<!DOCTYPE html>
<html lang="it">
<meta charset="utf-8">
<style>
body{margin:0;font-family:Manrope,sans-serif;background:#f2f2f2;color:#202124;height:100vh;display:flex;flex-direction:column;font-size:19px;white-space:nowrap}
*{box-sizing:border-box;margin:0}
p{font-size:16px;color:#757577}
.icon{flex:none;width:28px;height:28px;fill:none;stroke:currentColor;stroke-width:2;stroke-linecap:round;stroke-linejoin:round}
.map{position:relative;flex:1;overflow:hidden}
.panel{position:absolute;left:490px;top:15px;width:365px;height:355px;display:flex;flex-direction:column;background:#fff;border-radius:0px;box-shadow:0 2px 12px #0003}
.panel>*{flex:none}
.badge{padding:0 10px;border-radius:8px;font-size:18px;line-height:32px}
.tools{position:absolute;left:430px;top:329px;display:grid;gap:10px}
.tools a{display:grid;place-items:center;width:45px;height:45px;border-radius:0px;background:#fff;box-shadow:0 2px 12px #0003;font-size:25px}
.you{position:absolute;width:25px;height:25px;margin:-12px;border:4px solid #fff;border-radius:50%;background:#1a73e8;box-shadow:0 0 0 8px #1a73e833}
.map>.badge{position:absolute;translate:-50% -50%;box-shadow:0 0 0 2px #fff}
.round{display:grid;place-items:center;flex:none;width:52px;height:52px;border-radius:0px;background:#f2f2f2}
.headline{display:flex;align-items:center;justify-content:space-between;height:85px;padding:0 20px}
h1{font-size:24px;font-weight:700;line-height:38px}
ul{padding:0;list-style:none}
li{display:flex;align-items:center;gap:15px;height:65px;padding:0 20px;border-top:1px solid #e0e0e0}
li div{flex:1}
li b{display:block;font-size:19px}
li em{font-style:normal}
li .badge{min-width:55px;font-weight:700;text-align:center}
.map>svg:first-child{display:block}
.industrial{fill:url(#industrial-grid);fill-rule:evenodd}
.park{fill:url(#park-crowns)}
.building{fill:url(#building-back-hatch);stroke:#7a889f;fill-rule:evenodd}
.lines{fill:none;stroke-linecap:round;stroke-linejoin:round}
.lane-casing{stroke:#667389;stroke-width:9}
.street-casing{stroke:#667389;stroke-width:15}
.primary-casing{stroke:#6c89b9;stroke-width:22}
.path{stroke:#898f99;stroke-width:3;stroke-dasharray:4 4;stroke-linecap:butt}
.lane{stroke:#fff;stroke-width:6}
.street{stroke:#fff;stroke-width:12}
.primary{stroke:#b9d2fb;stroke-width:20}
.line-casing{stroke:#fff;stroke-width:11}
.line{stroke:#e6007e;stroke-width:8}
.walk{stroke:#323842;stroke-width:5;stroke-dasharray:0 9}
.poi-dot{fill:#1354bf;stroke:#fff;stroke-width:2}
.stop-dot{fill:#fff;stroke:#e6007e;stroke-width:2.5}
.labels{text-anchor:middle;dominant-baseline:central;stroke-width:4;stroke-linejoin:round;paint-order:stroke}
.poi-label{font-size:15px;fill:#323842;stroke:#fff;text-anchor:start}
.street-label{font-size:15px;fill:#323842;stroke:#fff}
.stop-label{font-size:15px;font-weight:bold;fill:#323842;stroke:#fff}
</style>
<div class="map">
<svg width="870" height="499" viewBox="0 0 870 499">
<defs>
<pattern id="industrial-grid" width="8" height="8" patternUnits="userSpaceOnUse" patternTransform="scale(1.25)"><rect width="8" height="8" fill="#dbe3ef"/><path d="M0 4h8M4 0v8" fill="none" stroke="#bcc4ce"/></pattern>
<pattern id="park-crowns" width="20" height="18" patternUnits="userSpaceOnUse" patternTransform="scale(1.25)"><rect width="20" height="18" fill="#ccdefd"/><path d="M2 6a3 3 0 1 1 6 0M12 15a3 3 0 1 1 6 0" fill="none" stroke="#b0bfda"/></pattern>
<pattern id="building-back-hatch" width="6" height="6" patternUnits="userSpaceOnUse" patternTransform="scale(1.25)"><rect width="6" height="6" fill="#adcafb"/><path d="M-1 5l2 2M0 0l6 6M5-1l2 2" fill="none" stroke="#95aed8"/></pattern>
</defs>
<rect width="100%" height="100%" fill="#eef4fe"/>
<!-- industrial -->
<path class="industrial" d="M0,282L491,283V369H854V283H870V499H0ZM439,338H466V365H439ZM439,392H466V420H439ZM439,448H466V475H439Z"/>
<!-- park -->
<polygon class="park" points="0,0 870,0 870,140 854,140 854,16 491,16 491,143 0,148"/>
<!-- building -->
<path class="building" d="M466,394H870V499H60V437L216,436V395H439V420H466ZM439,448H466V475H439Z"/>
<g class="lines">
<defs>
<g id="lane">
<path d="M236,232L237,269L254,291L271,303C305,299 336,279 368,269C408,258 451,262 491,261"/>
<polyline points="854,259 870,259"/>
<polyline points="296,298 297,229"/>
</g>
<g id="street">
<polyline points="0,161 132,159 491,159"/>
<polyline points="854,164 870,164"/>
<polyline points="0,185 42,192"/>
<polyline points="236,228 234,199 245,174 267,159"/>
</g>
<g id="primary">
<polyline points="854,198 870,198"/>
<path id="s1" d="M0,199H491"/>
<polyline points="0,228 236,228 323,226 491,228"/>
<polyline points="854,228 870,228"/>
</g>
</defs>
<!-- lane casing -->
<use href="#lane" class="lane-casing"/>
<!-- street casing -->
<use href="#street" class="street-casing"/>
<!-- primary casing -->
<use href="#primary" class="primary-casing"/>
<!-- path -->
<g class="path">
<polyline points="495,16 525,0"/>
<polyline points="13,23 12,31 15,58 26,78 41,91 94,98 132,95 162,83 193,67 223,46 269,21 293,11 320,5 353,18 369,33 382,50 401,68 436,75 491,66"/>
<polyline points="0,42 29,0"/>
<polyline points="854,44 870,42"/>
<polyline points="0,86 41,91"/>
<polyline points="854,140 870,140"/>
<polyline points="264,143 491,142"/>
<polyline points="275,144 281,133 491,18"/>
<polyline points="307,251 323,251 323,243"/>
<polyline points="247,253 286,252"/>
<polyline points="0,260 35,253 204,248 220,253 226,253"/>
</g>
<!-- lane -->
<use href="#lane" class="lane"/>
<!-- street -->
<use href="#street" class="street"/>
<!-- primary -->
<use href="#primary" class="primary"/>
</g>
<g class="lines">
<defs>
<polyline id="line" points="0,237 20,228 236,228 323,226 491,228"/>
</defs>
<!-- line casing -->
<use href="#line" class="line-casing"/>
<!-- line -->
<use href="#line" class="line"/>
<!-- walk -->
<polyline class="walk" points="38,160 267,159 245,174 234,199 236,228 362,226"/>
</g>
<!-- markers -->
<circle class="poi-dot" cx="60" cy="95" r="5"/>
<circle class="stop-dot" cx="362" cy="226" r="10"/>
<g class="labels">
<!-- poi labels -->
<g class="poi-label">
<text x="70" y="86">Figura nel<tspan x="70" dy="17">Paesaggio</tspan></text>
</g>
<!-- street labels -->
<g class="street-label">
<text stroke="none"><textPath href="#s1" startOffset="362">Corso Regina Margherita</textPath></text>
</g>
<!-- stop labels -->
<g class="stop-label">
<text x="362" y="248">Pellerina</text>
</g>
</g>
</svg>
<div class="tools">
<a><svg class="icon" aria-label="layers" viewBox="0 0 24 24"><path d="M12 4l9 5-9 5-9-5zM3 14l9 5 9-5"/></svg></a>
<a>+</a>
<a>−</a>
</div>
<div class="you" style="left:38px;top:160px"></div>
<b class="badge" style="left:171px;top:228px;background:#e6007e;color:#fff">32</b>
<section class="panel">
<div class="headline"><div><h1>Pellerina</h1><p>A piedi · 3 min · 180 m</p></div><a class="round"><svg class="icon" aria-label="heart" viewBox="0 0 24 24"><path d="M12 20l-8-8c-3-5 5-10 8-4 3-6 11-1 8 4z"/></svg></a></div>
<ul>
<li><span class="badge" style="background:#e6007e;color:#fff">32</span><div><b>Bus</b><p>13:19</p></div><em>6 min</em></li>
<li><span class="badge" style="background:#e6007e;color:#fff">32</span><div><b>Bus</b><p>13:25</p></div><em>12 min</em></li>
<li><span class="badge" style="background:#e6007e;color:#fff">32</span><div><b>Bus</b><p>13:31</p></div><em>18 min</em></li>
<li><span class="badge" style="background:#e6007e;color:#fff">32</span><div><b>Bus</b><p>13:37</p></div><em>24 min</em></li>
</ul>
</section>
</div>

==

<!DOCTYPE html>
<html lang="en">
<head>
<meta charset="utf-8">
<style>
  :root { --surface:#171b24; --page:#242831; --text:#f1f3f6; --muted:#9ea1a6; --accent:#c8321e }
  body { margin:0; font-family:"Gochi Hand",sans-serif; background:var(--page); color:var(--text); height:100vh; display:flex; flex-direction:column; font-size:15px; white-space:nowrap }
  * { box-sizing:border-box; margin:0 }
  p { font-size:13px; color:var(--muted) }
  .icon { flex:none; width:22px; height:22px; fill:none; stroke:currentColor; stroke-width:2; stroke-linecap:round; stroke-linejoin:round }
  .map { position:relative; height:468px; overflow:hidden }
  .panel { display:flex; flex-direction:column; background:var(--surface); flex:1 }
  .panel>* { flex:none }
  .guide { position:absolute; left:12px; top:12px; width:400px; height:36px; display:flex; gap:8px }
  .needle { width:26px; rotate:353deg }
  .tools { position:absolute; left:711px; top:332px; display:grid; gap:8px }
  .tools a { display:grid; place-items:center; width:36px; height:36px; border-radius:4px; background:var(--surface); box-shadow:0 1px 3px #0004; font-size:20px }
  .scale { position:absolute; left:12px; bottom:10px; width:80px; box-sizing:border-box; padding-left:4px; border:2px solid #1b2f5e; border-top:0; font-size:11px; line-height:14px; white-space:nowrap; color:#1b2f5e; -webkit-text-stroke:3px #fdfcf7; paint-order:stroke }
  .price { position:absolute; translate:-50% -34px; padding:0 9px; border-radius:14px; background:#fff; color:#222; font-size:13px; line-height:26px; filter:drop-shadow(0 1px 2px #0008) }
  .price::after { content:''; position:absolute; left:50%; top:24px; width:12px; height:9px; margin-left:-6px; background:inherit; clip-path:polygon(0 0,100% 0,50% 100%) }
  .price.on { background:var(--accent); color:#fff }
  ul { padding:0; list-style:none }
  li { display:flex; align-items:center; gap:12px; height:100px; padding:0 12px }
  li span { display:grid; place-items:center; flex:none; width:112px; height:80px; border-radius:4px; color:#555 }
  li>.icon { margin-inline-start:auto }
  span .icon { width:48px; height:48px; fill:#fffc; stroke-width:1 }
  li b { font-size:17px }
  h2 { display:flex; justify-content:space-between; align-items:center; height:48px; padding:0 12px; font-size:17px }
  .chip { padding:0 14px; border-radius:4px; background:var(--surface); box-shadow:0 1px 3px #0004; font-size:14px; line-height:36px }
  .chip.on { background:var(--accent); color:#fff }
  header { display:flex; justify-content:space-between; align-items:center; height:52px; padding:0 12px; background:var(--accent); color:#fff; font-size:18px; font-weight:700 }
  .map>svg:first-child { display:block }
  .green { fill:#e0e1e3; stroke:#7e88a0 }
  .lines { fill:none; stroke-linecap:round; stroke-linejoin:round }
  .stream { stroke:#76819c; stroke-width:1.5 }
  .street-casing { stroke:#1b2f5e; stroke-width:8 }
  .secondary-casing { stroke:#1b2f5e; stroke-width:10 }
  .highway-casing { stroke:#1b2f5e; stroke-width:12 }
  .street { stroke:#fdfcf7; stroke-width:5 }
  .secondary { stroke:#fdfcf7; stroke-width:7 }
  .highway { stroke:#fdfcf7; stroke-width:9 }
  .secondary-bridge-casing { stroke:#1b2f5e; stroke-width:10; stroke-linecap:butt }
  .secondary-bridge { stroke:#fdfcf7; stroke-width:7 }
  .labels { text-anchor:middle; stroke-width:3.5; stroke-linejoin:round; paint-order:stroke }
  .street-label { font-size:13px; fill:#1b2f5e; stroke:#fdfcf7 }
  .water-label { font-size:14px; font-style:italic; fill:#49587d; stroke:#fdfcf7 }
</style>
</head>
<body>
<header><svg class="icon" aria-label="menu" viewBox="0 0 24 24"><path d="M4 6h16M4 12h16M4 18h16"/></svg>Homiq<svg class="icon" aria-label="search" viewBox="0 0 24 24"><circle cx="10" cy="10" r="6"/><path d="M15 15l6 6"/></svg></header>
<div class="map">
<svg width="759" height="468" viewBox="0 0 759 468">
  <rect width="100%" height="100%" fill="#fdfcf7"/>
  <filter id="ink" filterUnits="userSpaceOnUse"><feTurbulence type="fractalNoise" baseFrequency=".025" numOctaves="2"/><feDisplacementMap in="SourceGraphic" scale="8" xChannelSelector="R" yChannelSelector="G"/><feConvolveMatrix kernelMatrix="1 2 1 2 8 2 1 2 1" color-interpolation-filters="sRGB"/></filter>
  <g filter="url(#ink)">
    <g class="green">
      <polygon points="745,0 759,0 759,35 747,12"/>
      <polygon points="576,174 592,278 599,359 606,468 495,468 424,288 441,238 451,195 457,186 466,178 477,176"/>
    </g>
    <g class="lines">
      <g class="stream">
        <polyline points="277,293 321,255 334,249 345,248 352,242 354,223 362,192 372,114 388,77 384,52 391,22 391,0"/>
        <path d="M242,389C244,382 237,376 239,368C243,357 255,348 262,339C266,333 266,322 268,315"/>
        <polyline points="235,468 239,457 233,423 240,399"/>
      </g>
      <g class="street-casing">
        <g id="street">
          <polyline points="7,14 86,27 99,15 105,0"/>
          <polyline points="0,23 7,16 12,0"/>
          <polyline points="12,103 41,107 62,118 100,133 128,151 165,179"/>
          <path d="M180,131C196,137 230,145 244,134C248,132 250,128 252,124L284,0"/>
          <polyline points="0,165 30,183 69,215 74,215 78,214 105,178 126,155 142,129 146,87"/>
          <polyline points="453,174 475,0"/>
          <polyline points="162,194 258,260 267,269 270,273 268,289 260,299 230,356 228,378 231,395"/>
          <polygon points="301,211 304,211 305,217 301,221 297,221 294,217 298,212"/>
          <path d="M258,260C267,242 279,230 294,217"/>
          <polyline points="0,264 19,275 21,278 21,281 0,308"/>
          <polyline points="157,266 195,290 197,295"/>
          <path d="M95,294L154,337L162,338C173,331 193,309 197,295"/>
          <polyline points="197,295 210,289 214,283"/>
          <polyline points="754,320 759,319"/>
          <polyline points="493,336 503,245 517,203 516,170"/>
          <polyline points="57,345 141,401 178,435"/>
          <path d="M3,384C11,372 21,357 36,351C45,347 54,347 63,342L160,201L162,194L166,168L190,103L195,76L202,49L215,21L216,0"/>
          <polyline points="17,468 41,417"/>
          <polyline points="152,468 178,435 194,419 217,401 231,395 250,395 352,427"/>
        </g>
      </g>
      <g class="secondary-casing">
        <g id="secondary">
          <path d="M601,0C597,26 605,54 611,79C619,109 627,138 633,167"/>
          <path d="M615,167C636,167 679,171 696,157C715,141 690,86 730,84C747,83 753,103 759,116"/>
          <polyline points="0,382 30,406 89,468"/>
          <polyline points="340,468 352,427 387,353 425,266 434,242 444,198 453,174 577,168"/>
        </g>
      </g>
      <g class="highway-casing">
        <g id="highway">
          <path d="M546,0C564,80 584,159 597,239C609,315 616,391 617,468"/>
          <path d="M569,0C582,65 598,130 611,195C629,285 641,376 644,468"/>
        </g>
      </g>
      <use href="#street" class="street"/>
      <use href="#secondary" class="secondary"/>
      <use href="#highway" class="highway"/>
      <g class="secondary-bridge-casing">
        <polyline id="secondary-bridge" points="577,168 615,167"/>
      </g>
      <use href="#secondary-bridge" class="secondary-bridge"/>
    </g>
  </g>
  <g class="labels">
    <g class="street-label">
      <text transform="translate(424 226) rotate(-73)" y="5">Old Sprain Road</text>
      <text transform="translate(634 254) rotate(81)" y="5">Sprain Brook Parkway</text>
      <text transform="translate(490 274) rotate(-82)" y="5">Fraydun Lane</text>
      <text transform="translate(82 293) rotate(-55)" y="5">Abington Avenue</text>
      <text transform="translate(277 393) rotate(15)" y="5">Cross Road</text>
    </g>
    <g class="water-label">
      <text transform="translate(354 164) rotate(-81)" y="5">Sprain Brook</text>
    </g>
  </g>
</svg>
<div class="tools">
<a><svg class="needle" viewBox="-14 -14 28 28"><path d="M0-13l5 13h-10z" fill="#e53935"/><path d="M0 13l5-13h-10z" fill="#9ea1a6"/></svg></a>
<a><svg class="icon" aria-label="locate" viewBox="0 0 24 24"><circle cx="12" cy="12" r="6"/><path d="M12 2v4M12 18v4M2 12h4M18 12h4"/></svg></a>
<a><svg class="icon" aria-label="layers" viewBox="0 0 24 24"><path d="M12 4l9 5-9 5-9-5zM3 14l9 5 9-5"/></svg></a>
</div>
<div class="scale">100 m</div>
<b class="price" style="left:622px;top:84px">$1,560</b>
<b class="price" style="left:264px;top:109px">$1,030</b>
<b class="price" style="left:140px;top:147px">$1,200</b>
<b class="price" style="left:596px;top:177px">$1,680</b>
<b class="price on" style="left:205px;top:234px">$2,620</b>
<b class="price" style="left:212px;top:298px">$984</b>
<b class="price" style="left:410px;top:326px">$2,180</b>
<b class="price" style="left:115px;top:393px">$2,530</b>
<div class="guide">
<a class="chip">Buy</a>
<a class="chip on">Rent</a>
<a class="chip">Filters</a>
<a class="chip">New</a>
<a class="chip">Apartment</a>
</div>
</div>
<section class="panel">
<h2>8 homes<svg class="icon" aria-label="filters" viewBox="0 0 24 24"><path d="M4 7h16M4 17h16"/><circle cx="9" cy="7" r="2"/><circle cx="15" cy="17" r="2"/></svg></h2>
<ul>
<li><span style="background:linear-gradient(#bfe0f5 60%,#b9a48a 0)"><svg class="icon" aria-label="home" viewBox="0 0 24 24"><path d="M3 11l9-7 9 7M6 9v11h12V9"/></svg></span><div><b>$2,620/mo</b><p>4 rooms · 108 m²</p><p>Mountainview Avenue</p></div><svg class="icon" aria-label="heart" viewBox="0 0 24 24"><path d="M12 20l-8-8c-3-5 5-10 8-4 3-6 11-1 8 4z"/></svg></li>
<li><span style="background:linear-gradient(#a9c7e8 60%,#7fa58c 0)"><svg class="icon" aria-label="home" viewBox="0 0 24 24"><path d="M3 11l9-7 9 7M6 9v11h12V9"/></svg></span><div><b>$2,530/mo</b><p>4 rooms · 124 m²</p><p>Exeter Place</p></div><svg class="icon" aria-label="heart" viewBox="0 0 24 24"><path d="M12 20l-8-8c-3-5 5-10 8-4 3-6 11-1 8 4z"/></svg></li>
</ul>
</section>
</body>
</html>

* **TASK BRIEF**:
Of all the entries above, repeat only the lines from the line that has "position:absolute; left:711px; top:332px;" to the line that has "content:''; position:absolute; left:50%;", both lines included, exactly.

* **RESPONSE TO THE TASK**:
  .tools { position:absolute; left:711px; top:332px; display:grid; gap:8px }
  .tools a { display:grid; place-items:center; width:36px; height:36px; border-radius:4px; background:var(--surface); box-shadow:0 1px 3px #0004; font-size:20px }
  .scale { position:absolute; left:12px; bottom:10px; width:80px; box-sizing:border-box; padding-left:4px; border:2px solid #1b2f5e; border-top:0; font-size:11px; line-height:14px; white-space:nowrap; color:#1b2f5e; -webkit-text-stroke:3px #fdfcf7; paint-order:stroke }
  .price { position:absolute; translate:-50% -34px; padding:0 9px; border-radius:14px; background:#fff; color:#222; font-size:13px; line-height:26px; filter:drop-shadow(0 1px 2px #0008) }
  .price::after { content:''; position:absolute; left:50%; top:24px; width:12px; height:9px; margin-left:-6px; background:inherit; clip-path:polygon(0 0,100% 0,50% 100%) }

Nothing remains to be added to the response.